* **Task directions**: Check each line of the data, and copy those where "Alameda" appears.

* **Working data**:
☆ ☆ ☆
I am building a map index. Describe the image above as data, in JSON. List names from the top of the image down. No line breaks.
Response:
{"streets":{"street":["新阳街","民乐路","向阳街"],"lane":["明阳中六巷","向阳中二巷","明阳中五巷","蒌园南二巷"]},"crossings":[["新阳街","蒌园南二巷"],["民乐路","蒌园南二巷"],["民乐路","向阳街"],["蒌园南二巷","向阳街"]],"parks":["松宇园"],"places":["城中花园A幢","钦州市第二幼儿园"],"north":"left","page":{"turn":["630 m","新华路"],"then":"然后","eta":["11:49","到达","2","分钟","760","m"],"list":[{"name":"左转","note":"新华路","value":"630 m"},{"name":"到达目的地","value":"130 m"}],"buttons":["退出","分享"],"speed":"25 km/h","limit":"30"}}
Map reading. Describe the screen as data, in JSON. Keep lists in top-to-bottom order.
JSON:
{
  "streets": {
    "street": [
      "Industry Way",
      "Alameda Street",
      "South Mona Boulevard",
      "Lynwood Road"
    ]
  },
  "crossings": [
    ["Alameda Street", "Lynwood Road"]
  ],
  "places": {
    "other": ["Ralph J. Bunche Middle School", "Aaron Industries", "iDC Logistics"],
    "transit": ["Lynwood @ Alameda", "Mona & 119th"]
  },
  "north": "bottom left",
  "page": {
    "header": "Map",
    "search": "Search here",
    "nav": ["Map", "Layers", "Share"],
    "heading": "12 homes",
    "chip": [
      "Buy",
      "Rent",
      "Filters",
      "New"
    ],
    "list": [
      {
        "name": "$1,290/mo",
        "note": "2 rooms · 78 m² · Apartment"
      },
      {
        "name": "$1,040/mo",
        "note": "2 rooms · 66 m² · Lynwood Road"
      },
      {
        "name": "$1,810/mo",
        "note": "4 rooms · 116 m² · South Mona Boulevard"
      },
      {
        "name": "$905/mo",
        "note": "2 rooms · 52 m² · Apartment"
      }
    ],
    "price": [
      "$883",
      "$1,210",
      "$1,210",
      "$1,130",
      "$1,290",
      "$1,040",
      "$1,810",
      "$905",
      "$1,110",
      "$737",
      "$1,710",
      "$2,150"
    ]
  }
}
☆ ☆ ☆
* **Output of the task**:
      "Alameda Street",
    ["Alameda Street", "Lynwood Road"]
    "transit": ["Lynwood @ Alameda", "Mona & 119th"]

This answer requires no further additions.